#### WORK INSTRUCTIONS
Within the records below, repeat each line exactly but keep every picture out of the copy.

#### EXERCISE INPUT
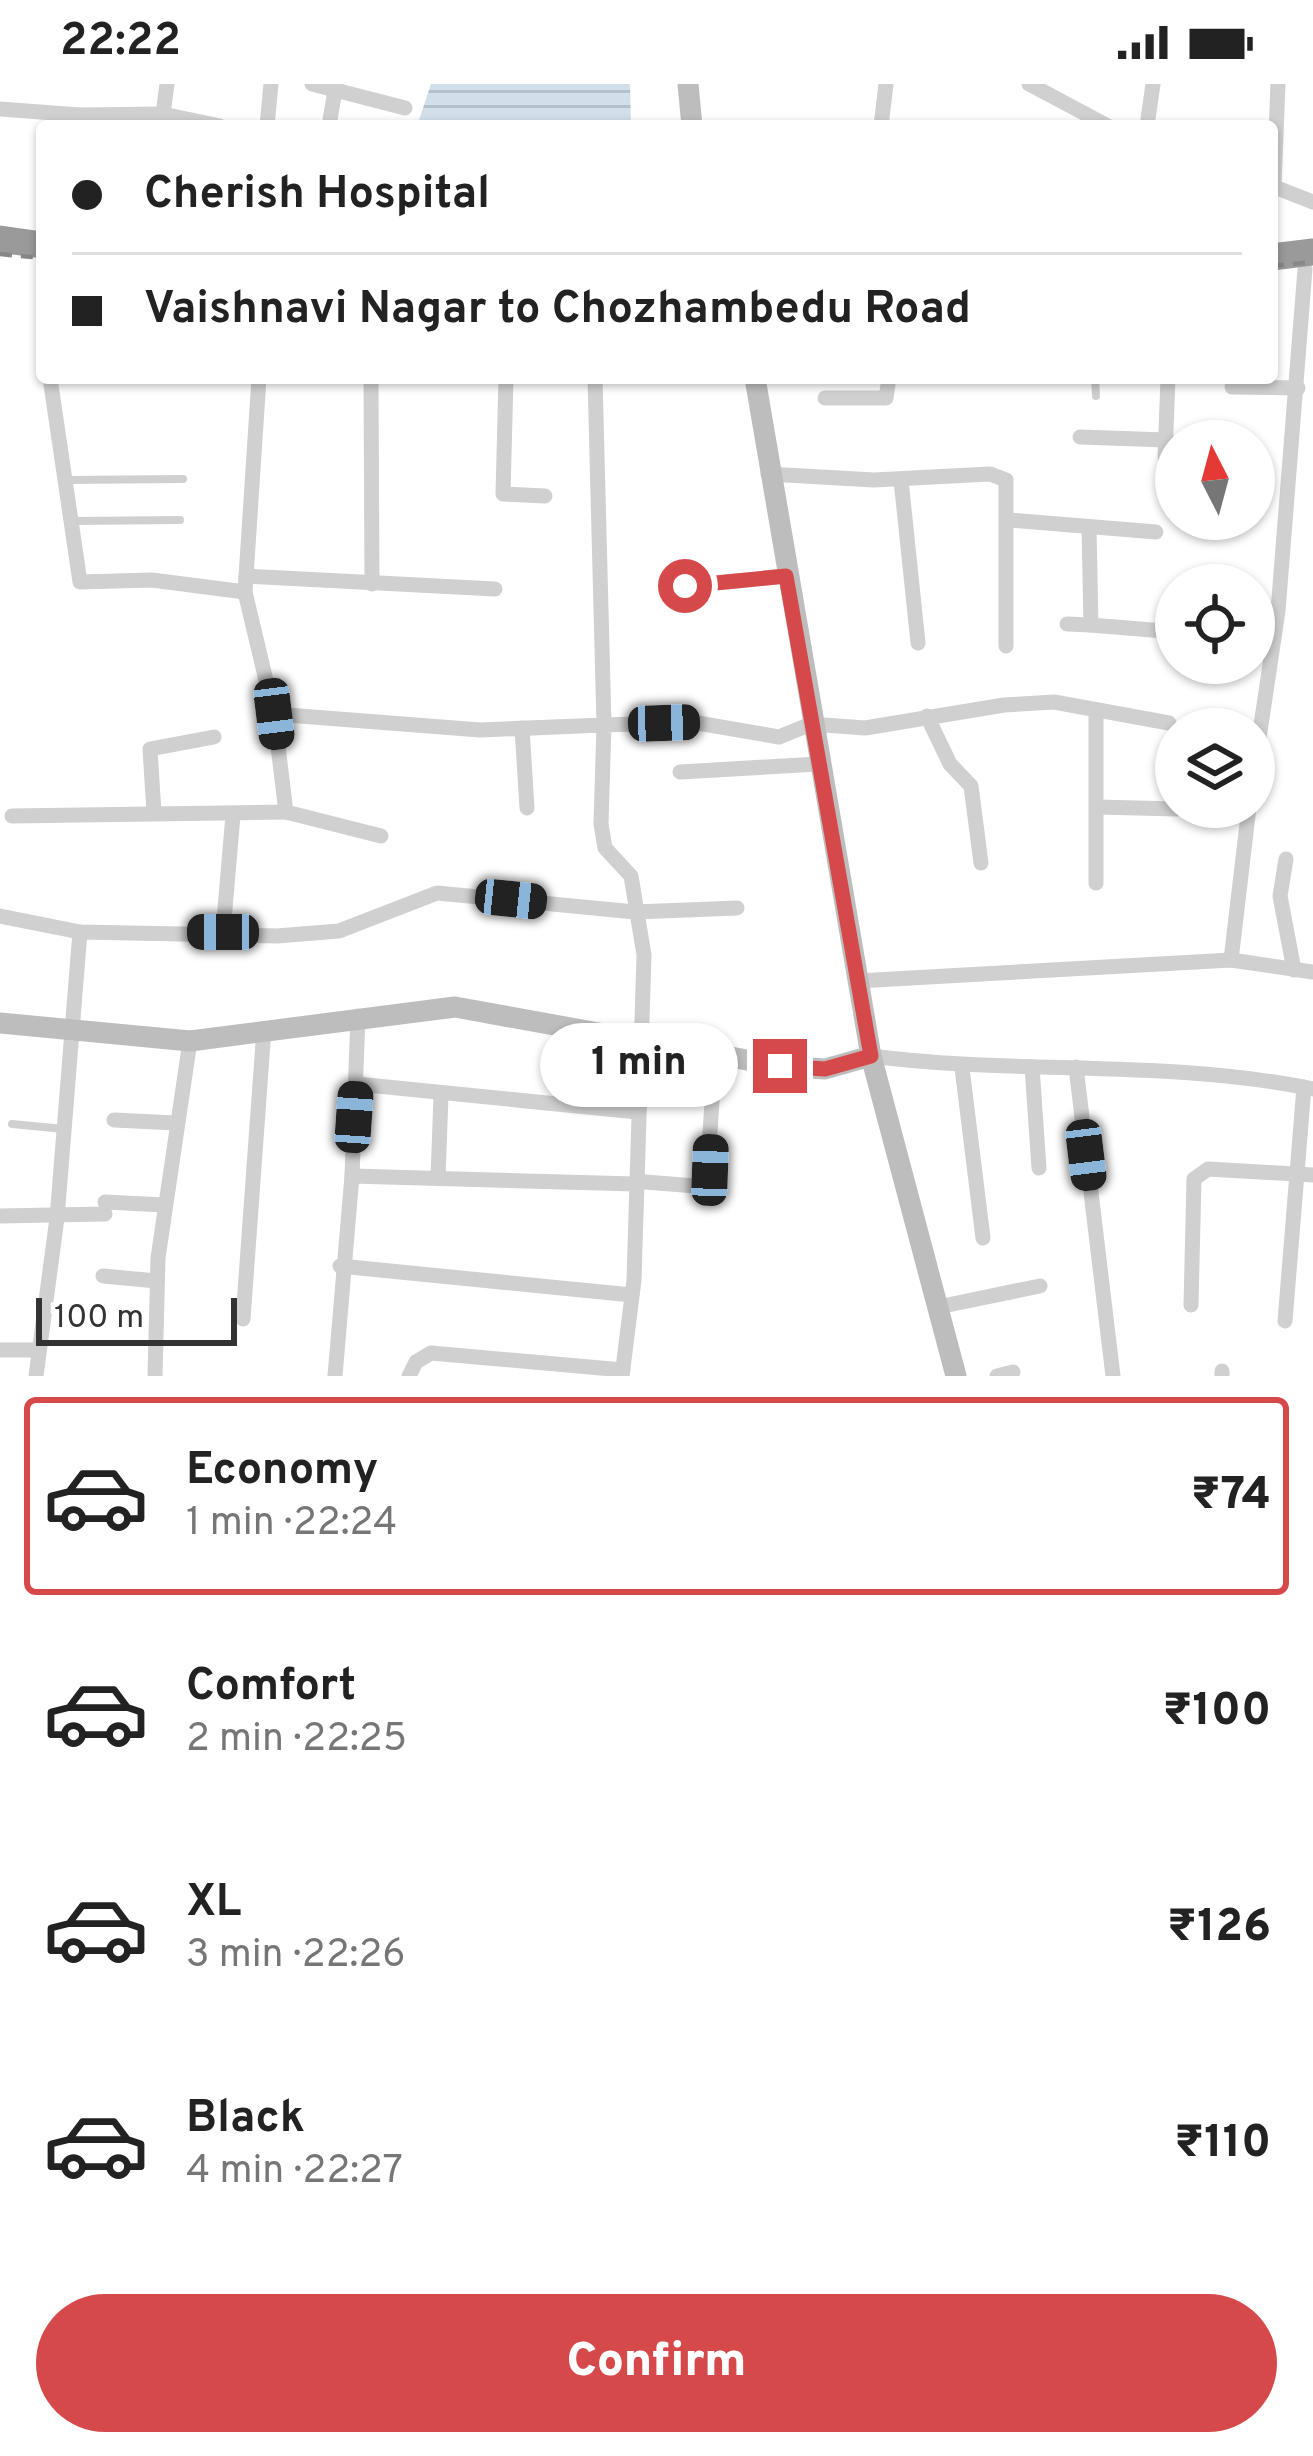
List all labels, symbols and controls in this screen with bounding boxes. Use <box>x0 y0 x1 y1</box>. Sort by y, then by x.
text: 22:22 <box>60 14 181 71</box>
text: Cherish Hospital <box>144 167 490 224</box>
text: Vaishnavi Nagar to Chozhambedu Road <box>144 282 971 339</box>
north arrow <box>1155 420 1275 540</box>
map controls <box>1155 420 1275 828</box>
route start <box>658 559 712 613</box>
button: locate <box>1155 564 1275 684</box>
car <box>252 676 296 752</box>
car <box>627 704 701 742</box>
button: layers <box>1155 708 1275 828</box>
car <box>473 877 549 921</box>
car <box>187 914 259 950</box>
callout: 1 min <box>540 1024 738 1108</box>
route end <box>753 1039 807 1093</box>
text: 1 min <box>591 1040 687 1089</box>
car <box>334 1080 374 1154</box>
car <box>1064 1117 1108 1193</box>
car <box>691 1133 729 1207</box>
scale bar <box>36 1292 237 1345</box>
text: 100 m <box>54 1298 144 1340</box>
icon: car <box>42 1442 150 1550</box>
text: Economy <box>186 1443 378 1500</box>
text: ₹74 <box>1191 1468 1271 1525</box>
text: 1 min · 22:24 <box>186 1500 397 1549</box>
icon: car <box>42 1658 150 1766</box>
text: Comfort <box>186 1659 356 1716</box>
text: ₹100 <box>1163 1684 1271 1741</box>
text: 2 min · 22:25 <box>186 1716 407 1765</box>
icon: car <box>42 1874 150 1982</box>
text: XL <box>186 1875 241 1932</box>
text: ₹126 <box>1167 1900 1271 1957</box>
text: 3 min · 22:26 <box>186 1932 406 1981</box>
icon: car <box>42 2090 150 2198</box>
text: Black <box>186 2091 305 2148</box>
text: ₹110 <box>1175 2116 1271 2173</box>
text: 4 min · 22:27 <box>186 2148 403 2197</box>
button: Confirm <box>36 2294 1277 2432</box>

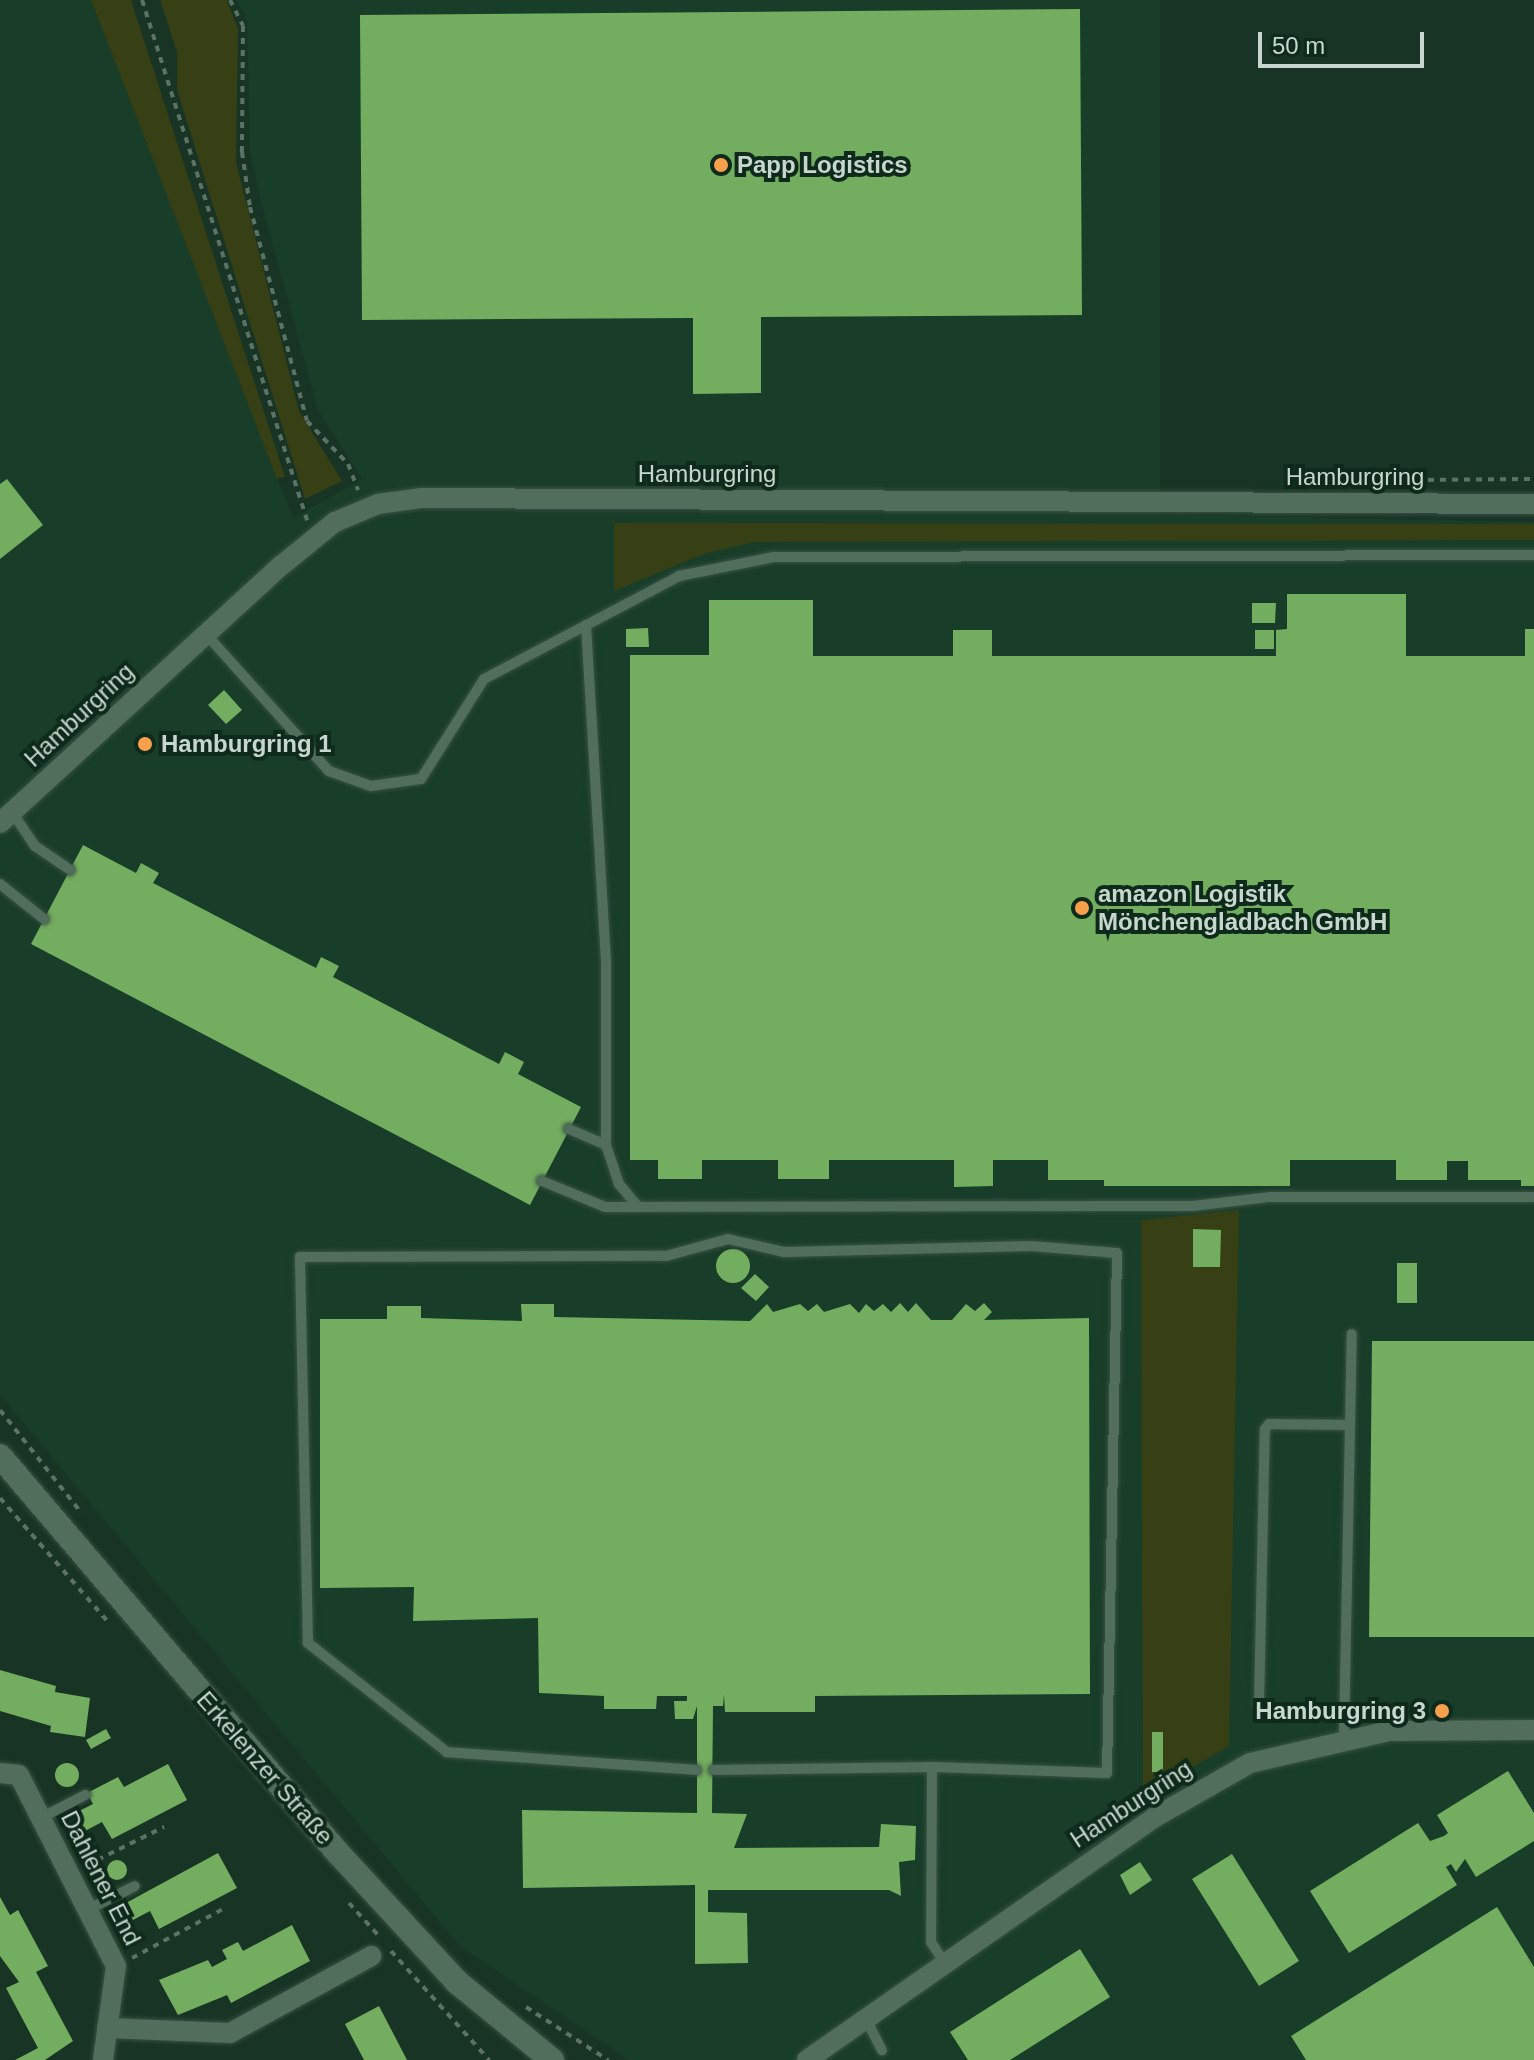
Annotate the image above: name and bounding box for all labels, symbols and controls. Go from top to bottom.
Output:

#### EXERCISE RESPONSE
List all labels, symbols and controls in this screen with bounding boxes. Use <box>x0 y0 x1 y1</box>. Sort by y, then by x.
text: 22:22 <box>60 14 181 71</box>
text: Cherish Hospital <box>144 167 490 224</box>
text: Vaishnavi Nagar to Chozhambedu Road <box>144 282 971 339</box>
north arrow <box>1155 420 1275 540</box>
map controls <box>1155 420 1275 828</box>
route start <box>658 559 712 613</box>
button: locate <box>1155 564 1275 684</box>
car <box>252 676 296 752</box>
car <box>627 704 701 742</box>
button: layers <box>1155 708 1275 828</box>
car <box>473 877 549 921</box>
car <box>187 914 259 950</box>
callout: 1 min <box>540 1024 738 1108</box>
route end <box>753 1039 807 1093</box>
text: 1 min <box>591 1040 687 1089</box>
car <box>334 1080 374 1154</box>
car <box>1064 1117 1108 1193</box>
car <box>691 1133 729 1207</box>
scale bar <box>36 1292 237 1345</box>
text: 100 m <box>54 1298 144 1340</box>
icon: car <box>42 1442 150 1550</box>
text: Economy <box>186 1443 378 1500</box>
text: ₹74 <box>1191 1468 1271 1525</box>
text: 1 min · 22:24 <box>186 1500 397 1549</box>
icon: car <box>42 1658 150 1766</box>
text: Comfort <box>186 1659 356 1716</box>
text: ₹100 <box>1163 1684 1271 1741</box>
text: 2 min · 22:25 <box>186 1716 407 1765</box>
icon: car <box>42 1874 150 1982</box>
text: XL <box>186 1875 241 1932</box>
text: ₹126 <box>1167 1900 1271 1957</box>
text: 3 min · 22:26 <box>186 1932 406 1981</box>
icon: car <box>42 2090 150 2198</box>
text: Black <box>186 2091 305 2148</box>
text: ₹110 <box>1175 2116 1271 2173</box>
text: 4 min · 22:27 <box>186 2148 403 2197</box>
button: Confirm <box>36 2294 1277 2432</box>

Annotate the image above: name and bounding box for all labels, symbols and controls. Go from top to bottom.
Output:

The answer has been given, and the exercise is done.